Entries supplied:

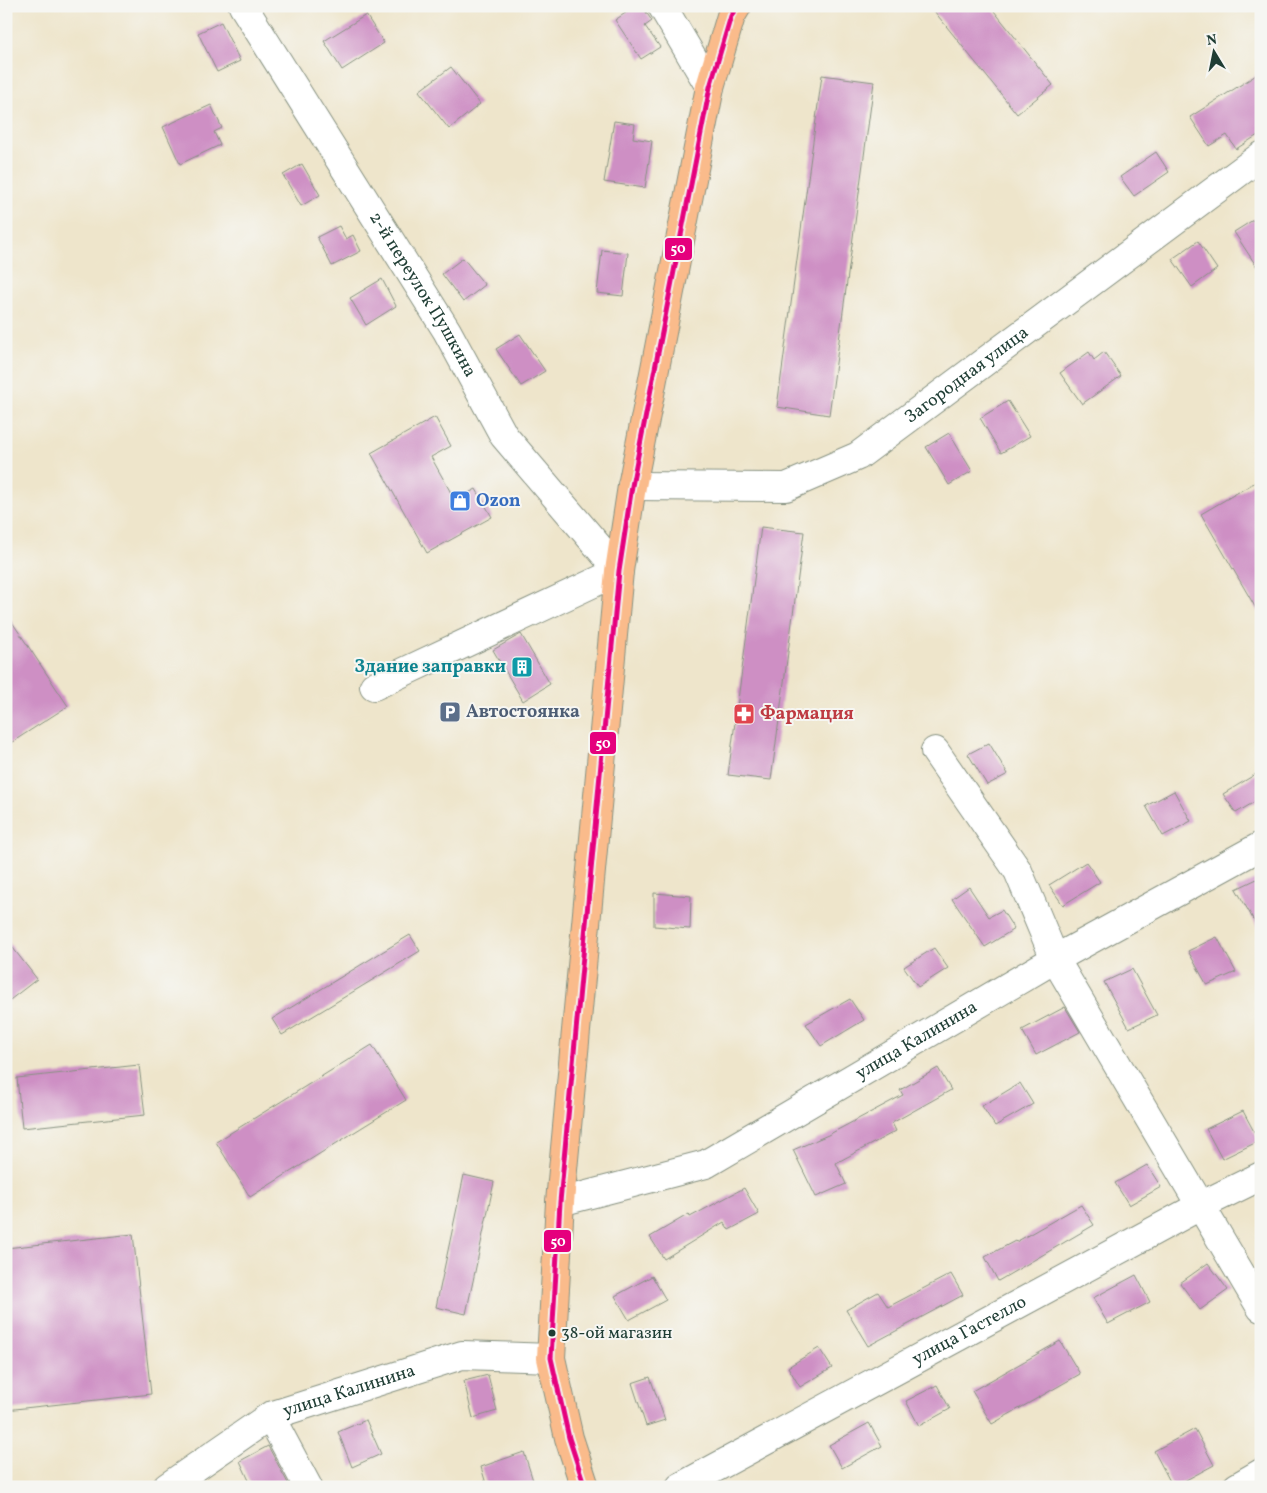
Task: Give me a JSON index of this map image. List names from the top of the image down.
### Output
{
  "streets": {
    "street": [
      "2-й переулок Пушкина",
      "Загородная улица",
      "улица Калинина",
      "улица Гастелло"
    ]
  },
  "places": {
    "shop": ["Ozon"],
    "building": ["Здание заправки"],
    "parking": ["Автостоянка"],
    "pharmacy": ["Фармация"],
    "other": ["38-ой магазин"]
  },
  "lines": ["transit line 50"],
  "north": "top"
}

Prompt:
Above are the records; copy them exactly without the pictures.

Reply:
Task: Give me a JSON index of this map image. List names from the top of the image down.
### Output
{
  "streets": {
    "street": [
      "2-й переулок Пушкина",
      "Загородная улица",
      "улица Калинина",
      "улица Гастелло"
    ]
  },
  "places": {
    "shop": ["Ozon"],
    "building": ["Здание заправки"],
    "parking": ["Автостоянка"],
    "pharmacy": ["Фармация"],
    "other": ["38-ой магазин"]
  },
  "lines": ["transit line 50"],
  "north": "top"
}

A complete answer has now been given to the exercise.